Pernyataan Klopp mengenai Salah bukan hal baru, namun kembali disuarakan setelah pengumuman perpisahan sang bintang. Klopp, yang meninggalkan Liverpool pada musim panas 2024, sangat mengenal kontribusi Salah sejak memboyongnya dari AS Roma pada Juni 2017 dengan biaya awal £34 juta. Ia secara spesifik menyoroti keunikan pemain asal Mesir tersebut. “Pemain jenis ini tak tergantikan,” kata Klopp. “Saya tidak yakin ada pemain lain yang seperti itu. Ada pemain lain yang bermain di posisi sayap itu dengan kekuatan dan kualitas berbeda, tetapi angka-angka yang dihasilkan Mo—itu tak tertandingi dari posisi tersebut. Angka-angka untuk seorang sayap itu konyol. Untuk seorang striker, itu juga tak tertandingi. Jadi, jika itu tidak mungkin, mengapa Anda harus mencoba?”
Klopp juga merefleksikan perjalanannya bersama Salah, yang diwarnai dengan berbagai pencapaian. “Itu adalah kegembiraan, tantangan, itu adalah kerja keras dari kedua belah pihak, itu adalah hasil yang luar biasa, itu hampir segalanya,” ungkapnya. Ia berharap para penggemar dapat menikmati sisa pertandingan Salah dan bersyukur telah menjadi bagian dari salah satu karier paling luar biasa yang pernah ada.

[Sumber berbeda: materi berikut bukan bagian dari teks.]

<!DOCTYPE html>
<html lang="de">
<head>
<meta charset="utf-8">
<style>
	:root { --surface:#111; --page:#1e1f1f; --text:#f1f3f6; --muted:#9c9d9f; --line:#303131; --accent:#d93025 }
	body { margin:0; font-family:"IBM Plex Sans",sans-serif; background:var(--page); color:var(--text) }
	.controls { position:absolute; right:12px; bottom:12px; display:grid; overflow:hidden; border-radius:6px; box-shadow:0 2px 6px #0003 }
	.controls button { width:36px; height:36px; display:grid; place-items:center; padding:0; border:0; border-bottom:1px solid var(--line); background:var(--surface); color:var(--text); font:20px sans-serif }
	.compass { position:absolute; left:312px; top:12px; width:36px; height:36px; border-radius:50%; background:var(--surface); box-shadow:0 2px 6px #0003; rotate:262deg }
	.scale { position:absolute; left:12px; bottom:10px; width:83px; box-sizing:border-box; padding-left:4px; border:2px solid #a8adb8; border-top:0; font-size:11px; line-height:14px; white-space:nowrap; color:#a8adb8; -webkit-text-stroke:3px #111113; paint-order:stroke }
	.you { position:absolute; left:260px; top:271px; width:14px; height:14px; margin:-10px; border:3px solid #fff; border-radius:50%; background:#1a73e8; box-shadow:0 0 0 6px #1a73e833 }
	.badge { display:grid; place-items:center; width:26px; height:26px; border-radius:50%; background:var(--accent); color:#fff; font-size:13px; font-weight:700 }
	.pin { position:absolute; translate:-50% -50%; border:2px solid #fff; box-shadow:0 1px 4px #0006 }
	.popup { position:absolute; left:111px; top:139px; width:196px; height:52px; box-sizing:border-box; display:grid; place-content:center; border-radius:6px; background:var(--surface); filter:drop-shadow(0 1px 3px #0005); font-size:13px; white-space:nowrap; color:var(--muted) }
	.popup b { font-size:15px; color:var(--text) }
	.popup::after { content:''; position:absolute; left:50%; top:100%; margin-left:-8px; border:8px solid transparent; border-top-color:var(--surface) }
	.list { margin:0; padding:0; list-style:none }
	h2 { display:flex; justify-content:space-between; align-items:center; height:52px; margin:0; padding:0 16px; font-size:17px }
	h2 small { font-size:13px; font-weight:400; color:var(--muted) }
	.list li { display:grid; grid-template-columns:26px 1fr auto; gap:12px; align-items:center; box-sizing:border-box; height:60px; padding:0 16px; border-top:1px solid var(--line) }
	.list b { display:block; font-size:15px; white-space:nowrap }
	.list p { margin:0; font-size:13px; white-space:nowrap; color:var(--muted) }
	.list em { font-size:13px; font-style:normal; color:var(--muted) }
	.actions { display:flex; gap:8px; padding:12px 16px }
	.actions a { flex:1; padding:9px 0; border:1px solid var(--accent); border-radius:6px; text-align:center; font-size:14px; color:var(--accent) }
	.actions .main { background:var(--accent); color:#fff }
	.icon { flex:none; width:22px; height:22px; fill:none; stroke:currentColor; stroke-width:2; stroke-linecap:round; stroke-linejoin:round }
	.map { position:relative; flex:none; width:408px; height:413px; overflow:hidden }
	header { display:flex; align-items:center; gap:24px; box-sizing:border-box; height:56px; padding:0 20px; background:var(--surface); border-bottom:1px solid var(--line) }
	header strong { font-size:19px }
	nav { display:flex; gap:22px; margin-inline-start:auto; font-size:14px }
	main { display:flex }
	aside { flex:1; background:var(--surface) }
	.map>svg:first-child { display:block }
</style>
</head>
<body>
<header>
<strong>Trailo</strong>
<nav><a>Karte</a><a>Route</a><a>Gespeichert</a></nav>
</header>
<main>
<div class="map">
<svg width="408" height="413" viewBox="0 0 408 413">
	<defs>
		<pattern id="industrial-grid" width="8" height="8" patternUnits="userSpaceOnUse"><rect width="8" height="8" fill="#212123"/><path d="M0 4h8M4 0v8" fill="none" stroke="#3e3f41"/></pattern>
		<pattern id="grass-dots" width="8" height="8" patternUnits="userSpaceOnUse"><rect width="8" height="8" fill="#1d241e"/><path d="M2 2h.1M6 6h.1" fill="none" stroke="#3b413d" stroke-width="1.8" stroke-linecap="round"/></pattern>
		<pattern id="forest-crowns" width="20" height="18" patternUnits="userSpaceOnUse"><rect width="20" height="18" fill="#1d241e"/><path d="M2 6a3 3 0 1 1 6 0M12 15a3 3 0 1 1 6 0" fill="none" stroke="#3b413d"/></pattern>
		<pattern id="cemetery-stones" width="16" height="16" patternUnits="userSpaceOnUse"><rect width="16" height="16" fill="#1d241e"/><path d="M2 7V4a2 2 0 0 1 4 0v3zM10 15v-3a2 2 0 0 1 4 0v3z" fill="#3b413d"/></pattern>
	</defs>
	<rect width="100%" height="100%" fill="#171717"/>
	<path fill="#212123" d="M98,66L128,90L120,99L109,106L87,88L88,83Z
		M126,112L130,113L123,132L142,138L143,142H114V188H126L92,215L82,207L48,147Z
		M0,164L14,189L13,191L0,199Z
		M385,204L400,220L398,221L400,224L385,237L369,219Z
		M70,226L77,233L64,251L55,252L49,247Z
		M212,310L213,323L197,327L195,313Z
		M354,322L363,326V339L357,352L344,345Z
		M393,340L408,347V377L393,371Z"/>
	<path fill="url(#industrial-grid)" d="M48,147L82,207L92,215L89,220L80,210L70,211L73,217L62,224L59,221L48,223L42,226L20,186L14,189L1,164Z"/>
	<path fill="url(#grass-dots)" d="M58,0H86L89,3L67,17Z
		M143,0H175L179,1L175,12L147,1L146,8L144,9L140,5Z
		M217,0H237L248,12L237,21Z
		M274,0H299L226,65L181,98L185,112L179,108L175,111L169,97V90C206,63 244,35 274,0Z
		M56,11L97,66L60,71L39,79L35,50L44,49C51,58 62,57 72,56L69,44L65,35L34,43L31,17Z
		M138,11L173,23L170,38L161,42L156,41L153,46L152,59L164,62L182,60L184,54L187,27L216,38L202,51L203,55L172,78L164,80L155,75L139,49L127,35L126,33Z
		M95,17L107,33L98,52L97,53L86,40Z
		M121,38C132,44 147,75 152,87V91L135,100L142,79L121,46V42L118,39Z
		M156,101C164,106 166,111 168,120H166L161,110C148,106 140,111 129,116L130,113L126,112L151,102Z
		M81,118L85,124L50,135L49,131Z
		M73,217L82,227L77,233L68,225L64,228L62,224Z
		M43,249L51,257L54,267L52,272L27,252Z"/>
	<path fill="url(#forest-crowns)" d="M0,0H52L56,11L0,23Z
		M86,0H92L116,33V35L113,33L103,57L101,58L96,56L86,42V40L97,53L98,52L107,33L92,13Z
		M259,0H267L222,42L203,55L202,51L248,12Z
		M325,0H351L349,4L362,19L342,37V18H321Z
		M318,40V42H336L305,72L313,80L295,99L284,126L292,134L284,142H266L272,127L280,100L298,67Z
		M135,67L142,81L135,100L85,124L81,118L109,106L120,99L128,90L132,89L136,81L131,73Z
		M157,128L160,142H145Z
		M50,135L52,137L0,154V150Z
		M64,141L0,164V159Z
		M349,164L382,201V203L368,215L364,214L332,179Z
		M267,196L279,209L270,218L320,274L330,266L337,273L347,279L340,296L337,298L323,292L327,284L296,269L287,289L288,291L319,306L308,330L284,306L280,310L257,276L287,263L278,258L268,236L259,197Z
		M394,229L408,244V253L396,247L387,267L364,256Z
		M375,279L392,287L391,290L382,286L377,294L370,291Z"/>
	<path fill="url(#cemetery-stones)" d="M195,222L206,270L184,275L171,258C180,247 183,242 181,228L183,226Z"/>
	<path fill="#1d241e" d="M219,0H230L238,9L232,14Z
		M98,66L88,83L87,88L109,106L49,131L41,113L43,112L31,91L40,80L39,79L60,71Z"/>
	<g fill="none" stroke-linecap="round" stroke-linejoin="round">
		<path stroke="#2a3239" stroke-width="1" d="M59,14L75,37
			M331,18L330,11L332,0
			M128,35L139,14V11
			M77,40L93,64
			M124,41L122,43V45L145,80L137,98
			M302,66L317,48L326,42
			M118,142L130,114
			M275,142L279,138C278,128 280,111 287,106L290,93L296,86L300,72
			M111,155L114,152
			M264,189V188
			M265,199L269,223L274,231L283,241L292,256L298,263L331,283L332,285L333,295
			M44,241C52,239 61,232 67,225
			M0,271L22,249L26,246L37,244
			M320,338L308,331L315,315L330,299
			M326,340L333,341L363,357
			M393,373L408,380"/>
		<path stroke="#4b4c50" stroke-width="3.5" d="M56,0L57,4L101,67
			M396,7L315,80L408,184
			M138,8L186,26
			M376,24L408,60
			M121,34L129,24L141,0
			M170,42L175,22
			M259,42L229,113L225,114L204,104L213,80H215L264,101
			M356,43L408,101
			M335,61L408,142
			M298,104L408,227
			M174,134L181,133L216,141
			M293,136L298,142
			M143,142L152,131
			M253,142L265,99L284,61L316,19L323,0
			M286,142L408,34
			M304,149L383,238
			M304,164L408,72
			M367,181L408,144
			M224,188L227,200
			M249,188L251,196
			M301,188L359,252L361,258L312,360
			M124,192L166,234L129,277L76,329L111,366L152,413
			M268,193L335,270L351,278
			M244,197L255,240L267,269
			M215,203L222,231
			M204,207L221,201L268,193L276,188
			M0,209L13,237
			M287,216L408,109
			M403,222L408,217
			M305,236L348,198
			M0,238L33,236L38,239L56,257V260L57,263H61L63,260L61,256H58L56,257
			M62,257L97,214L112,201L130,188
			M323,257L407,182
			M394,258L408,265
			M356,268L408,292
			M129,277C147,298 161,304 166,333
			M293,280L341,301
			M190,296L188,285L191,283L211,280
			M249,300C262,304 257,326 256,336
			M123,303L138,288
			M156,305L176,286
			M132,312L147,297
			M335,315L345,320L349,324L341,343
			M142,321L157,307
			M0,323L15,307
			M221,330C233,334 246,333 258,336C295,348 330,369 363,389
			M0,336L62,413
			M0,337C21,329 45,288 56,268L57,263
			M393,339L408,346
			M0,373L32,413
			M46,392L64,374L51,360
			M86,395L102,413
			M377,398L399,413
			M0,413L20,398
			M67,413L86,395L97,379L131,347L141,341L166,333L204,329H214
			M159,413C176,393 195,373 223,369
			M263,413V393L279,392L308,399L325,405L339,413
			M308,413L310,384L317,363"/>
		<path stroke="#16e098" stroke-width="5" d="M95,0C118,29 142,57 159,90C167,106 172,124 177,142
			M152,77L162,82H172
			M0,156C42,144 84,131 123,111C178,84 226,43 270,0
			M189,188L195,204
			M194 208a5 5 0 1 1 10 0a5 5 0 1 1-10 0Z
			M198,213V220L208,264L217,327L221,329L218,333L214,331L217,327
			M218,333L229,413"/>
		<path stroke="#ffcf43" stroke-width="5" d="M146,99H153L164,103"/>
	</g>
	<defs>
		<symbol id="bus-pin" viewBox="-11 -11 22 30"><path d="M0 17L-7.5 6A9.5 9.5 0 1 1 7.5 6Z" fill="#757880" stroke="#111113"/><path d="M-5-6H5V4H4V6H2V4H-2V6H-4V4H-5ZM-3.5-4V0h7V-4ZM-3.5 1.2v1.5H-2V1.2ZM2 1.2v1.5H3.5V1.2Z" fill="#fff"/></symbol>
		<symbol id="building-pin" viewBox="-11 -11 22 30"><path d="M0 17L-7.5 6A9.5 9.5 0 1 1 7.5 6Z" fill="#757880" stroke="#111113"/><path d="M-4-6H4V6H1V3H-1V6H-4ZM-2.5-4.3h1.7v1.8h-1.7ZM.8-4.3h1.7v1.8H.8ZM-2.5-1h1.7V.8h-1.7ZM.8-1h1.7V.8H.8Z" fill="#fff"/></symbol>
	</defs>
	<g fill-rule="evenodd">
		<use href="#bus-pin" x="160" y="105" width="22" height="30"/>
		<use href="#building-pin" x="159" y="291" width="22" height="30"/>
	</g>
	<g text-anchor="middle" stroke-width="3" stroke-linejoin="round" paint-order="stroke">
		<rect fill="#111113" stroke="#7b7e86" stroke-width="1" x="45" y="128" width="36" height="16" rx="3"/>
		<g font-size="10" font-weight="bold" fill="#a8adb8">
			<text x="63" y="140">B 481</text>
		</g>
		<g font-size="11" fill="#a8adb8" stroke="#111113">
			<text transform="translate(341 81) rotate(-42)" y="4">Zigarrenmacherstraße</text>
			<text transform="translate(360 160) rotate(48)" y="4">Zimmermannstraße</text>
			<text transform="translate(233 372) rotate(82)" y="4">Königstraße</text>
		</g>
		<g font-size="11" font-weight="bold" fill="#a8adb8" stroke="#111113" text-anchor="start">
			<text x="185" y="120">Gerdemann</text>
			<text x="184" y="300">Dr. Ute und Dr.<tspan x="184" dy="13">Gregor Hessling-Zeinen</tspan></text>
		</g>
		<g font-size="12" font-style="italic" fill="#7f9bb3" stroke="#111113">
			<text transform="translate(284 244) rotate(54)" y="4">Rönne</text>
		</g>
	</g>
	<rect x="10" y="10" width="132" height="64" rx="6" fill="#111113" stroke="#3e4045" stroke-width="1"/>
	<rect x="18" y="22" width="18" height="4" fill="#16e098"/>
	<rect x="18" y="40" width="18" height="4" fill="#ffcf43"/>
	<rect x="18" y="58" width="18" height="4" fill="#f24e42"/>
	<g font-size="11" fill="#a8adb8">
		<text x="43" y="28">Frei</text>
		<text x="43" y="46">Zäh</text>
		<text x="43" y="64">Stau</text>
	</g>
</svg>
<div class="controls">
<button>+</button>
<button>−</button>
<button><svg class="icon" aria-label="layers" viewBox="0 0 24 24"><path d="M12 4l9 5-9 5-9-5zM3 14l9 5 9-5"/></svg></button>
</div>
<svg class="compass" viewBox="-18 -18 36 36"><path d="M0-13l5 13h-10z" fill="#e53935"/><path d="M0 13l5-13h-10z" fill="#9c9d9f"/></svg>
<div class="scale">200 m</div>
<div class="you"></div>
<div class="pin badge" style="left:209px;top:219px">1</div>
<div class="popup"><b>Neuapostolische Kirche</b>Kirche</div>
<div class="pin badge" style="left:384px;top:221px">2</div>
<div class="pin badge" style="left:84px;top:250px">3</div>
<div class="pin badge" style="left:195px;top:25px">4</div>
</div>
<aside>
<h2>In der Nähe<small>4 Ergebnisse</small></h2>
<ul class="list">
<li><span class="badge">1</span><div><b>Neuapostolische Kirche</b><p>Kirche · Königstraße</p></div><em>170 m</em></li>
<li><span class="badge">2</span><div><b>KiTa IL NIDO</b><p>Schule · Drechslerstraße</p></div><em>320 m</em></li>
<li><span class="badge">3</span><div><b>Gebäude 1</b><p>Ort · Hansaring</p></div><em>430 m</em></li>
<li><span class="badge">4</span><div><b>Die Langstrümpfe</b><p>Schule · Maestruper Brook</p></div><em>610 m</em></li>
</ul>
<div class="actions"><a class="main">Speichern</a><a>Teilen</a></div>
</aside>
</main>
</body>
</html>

Warisan Abadi Sang Raja Mesir
Selama sembilan tahun di Anfield, Mohamed Salah telah mengukir namanya dalam sejarah Liverpool. Ia mencetak 255 gol dalam 435 penampilan, menjadikannya pencetak gol terbanyak ketiga sepanjang masa klub, di belakang Ian Rush dan Roger Hunt. Di Liga Primer, Salah mencatatkan 189 gol dan 92 assist, dengan total 281 keterlibatan gol, menjadikannya pemain dengan keterlibatan gol terbanyak untuk satu klub di kompetisi tersebut. Koleksi trofinya bersama Liverpool pun tak kalah mentereng, termasuk dua gelar Liga Primer, satu Liga Champions UEFA, satu Piala FA, dua Piala Liga Inggris, satu Community Shield, satu Piala Super UEFA, dan satu Piala Dunia Antarklub FIFA.
Meskipun musim 2025/2026 menjadi musim yang lebih sulit baginya, dengan catatan 5 gol dan 6 assist dalam 22 penampilan Liga Primer, warisan Salah sebagai legenda Liverpool tidak terbantahkan. Bahkan, ia sempat mengalami perselisihan publik dengan manajer Liverpool saat ini, Arne Slot, yang mungkin sedikit menodai citranya di mata sebagian penggemar.
Mengenai destinasi berikutnya, agen Salah, Ramy Abbas Issa, telah memperingatkan agar berhati-hati terhadap spekulasi. “Kami tidak tahu di mana Mohamed akan bermain musim depan. Ini juga berarti tidak ada orang lain yang tahu,” tegas Abbas. Namun, Liga Pro Saudi disebut-sebut sebagai tujuan paling mungkin, dengan klub-klub seperti Al-Ittihad, Al-Nassr, dan Al-Hilal menunjukkan minat. Liga MLS di Amerika Serikat juga menjadi opsi, sementara beberapa klub top Eropa seperti Galatasaray dan Inter Milan juga dikaitkan. Namun, ketidakpastian geopolitik di Timur Tengah mungkin memengaruhi kepindahan langsung ke Arab Saudi.
Kepergian Mohamed Salah akan meninggalkan lubang besar di skuad Liverpool. Namun, seperti yang diungkapkan Klopp, warisan dan dampak yang ditinggalkan Salah akan tetap abadi, mengukuhkan posisinya sebagai salah satu pemain terhebat yang pernah mengenakan seragam merah Liverpool.